Unter anderem mit einem sogenannten "Exposimeter" kann kostengünstig, über einen längeren Zeitraum in Kellerräumen die Radonbelastung gemessen werden.

"Die Zerfälle des Radons werden auf einer Folie als Punkt sichtbar. Am Schluss geht das dann ins Labor und dort werden die Einschläge auf der Folie fast schon händisch ausgezahlt", erklärt Winkler die Funktionsweise eines der Geräte. Darüber hinaus gibt es elektronische Messgeräte, damit können auch Privatpersonen noch detailliertere Messungen machen und beispielweise nachverfolgen, zu welcher Tages- oder Nachtzeit das Radon in den Raum eintritt.
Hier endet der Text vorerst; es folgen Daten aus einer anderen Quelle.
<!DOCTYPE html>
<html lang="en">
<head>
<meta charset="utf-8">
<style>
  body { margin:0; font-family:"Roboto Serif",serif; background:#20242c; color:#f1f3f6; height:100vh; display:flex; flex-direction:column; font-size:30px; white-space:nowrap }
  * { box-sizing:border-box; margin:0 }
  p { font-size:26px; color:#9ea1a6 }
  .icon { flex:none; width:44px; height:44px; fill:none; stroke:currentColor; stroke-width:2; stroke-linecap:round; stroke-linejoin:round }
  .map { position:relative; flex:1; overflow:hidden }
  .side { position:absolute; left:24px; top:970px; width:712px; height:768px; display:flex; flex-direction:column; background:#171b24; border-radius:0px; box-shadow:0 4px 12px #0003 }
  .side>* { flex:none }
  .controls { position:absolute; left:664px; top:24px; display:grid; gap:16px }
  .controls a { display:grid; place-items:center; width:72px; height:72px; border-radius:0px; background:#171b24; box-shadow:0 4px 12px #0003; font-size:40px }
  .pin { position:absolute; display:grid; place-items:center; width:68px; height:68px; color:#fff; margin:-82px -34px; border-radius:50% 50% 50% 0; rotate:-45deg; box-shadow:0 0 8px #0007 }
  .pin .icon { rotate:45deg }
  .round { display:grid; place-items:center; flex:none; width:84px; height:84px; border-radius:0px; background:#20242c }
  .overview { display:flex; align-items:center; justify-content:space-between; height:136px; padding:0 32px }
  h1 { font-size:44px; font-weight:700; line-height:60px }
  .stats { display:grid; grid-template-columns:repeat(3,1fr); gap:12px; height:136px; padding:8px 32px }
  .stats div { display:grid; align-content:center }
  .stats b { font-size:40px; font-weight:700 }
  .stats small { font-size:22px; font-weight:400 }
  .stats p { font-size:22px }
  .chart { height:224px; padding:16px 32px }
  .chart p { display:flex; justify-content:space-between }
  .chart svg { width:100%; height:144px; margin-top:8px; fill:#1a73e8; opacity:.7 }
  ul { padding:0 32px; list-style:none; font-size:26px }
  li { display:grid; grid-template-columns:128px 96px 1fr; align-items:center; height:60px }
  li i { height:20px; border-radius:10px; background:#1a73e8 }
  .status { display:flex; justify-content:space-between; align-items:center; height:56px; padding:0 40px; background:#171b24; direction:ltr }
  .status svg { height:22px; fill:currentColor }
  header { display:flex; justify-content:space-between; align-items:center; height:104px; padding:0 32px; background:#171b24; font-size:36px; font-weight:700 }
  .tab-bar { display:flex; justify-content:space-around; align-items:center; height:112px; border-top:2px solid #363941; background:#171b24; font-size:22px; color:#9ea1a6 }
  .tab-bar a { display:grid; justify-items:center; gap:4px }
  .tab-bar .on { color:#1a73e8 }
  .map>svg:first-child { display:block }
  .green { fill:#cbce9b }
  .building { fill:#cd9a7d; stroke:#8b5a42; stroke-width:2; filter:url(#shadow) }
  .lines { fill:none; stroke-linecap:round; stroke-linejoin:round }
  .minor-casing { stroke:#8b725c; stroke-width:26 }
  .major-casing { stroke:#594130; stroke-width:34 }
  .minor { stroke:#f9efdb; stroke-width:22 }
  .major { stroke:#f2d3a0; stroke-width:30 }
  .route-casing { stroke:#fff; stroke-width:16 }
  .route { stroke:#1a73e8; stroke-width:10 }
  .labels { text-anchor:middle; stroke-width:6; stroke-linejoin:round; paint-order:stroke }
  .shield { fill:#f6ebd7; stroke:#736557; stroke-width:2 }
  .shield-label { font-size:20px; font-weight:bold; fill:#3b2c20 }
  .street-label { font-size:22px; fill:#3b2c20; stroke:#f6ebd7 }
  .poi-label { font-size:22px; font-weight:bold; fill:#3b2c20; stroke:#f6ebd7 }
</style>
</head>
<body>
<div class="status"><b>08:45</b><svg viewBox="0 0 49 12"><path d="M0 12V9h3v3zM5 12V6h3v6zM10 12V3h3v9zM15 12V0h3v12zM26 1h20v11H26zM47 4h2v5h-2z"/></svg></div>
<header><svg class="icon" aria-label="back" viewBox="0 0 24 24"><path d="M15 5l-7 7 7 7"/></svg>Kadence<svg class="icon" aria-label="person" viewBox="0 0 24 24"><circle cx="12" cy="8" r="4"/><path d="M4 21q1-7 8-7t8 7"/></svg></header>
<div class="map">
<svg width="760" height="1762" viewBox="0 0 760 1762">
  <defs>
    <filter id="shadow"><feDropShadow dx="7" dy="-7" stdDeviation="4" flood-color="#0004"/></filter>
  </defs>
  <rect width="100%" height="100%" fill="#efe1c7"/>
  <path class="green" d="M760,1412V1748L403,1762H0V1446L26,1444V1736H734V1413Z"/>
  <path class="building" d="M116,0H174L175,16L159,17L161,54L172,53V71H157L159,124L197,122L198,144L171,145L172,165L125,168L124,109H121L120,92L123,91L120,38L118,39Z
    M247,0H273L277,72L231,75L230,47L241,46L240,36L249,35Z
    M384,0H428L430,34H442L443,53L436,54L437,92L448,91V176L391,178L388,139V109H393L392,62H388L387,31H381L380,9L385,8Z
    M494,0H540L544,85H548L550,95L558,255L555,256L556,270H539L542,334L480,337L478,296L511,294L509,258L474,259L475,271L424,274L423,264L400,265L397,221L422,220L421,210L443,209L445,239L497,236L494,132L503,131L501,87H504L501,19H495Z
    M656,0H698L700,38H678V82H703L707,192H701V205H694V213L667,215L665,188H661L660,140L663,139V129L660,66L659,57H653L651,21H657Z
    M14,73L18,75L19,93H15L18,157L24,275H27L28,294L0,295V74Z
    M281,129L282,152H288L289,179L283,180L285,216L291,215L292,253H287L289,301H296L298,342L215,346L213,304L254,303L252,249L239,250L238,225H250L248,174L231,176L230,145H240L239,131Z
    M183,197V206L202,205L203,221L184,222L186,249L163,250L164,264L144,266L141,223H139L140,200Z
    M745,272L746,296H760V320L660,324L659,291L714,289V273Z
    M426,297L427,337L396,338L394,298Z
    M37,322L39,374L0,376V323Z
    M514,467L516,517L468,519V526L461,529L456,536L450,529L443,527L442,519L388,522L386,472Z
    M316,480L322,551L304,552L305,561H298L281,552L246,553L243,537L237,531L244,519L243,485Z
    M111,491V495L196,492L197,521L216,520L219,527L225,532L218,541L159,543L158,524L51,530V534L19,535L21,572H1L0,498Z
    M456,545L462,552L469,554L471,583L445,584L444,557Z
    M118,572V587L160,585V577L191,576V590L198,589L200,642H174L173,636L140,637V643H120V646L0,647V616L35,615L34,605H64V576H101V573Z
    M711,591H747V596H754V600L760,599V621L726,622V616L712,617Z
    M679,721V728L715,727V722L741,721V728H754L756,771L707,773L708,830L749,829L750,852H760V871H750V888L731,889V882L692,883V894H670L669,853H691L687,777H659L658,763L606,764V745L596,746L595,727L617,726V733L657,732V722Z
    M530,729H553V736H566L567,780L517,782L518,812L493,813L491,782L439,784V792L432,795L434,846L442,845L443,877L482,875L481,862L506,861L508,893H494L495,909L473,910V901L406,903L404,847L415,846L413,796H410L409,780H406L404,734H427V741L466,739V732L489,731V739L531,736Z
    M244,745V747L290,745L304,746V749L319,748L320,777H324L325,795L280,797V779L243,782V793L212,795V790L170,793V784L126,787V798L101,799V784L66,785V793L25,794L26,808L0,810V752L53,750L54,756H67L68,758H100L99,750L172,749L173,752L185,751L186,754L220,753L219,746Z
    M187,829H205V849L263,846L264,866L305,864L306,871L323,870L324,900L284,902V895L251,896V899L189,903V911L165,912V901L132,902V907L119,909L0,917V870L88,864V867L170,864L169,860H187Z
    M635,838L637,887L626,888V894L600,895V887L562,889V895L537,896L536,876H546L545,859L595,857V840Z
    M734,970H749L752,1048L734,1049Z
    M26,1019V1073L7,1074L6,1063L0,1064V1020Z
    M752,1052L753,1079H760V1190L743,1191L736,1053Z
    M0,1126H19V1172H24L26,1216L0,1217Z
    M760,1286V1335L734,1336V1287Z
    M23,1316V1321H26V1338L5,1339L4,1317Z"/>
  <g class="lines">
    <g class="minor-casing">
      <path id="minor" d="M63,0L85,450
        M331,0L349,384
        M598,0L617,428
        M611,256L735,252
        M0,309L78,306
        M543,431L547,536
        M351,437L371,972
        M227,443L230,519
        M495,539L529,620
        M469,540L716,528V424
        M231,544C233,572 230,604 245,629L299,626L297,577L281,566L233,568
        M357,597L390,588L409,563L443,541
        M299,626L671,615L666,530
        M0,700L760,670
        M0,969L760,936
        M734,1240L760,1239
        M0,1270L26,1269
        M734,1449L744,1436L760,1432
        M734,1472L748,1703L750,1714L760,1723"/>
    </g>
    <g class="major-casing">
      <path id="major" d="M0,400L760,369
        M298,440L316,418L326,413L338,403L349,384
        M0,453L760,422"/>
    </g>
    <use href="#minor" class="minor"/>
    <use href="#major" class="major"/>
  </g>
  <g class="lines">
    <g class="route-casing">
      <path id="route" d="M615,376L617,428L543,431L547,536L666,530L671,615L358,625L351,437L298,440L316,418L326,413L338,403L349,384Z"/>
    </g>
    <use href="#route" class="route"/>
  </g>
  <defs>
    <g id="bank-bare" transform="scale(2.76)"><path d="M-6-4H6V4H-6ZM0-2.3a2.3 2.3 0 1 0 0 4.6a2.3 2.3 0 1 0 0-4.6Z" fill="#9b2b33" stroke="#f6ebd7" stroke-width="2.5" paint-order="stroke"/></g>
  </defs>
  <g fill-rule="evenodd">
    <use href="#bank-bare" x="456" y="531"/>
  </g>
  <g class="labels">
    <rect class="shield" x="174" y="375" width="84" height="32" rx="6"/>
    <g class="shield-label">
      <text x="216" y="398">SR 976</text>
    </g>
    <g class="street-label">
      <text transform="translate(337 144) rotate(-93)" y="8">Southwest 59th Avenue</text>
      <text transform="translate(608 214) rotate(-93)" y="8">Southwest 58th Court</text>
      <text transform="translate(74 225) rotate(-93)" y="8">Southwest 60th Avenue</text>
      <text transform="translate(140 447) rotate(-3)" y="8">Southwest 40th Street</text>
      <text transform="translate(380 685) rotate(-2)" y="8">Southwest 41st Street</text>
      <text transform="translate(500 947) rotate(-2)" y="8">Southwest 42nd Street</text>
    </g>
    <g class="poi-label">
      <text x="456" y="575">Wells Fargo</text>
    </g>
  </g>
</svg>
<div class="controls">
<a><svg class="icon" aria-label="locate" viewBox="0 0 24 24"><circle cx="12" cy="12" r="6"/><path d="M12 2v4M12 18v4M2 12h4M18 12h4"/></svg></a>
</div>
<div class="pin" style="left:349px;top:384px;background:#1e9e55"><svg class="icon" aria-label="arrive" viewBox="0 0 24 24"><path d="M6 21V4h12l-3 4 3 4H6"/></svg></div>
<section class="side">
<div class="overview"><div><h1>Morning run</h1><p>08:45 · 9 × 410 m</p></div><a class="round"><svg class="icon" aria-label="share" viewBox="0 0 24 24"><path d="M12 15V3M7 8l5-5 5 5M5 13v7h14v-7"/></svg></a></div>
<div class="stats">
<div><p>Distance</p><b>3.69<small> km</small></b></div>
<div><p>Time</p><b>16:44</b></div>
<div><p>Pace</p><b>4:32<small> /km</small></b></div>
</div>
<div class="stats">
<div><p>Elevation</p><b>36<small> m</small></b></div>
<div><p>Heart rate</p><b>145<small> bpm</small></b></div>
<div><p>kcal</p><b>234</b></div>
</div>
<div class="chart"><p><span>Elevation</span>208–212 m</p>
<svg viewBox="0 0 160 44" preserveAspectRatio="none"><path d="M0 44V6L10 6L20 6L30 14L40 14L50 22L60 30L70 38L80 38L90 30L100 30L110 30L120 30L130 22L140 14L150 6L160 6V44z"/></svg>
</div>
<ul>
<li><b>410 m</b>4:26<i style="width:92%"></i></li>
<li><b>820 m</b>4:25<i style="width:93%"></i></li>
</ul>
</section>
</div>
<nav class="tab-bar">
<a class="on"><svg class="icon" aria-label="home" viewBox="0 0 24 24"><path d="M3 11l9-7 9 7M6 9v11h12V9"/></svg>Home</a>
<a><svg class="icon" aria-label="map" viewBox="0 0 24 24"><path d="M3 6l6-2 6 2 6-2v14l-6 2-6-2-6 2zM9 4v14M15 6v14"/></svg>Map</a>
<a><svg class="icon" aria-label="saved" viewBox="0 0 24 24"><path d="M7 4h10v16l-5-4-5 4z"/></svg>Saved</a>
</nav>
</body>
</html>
Hohe Radon-Werte und jetzt?

"Es ist sinnvoll, dass man über einen längeren Zeitraum misst und am besten auch in den kalten Jahreszeiten wegen der Thermik. Es kann sein, im Sommer haben sie kein gutes Ergebnis und im Winter ist aber alles super", so Winkler. Sollte sich in den Räumen tatsächlich eine zu hohe Radonbelastung nachweisen lassen, gibt es in vielen Fällen oft schon einfache Wege, das Problem zu beheben: Vom regelmäßigen Lüften, Abdichten von durchlässigen Stellen in der Bausubstanz über Lüftungsanlagen bis hin zu etwas größeren Maßnahmen wie einem Lüftungssystem, das Radon bereits im Erdreich absaugt und umverteilt, bevor es durch Risse oder Fugen in das Gebäude eintreten kann.

Radon zur Therapie?

Die einen fürchten es, die anderen nutzen es zu Therapiezwecken: Angeboten werden unter anderem Radon-Heilbäder, - Luftbäder, -Dunstbäder oder Trinkkuren. Noch vor wenigen Jahren konnten Menschen mit rheumatischen Erkrankungen auch hier in der Region in Menzenschwand (Landkreis Waldshut) einer Radon-Therapie machen. Zwar gebe es bis heute kaum wissenschaftliche Hinweise auf die Wirksamkeit einer solchen Therapie, der Experte sieht darin jedoch auch ein eher geringes Risiko für die Lunge. "Wenn ich das nicht jeden Tag wiederhole, spielt das wahrscheinlich keine größere Rolle, was die Entwicklung von Lungenkrebs angeht."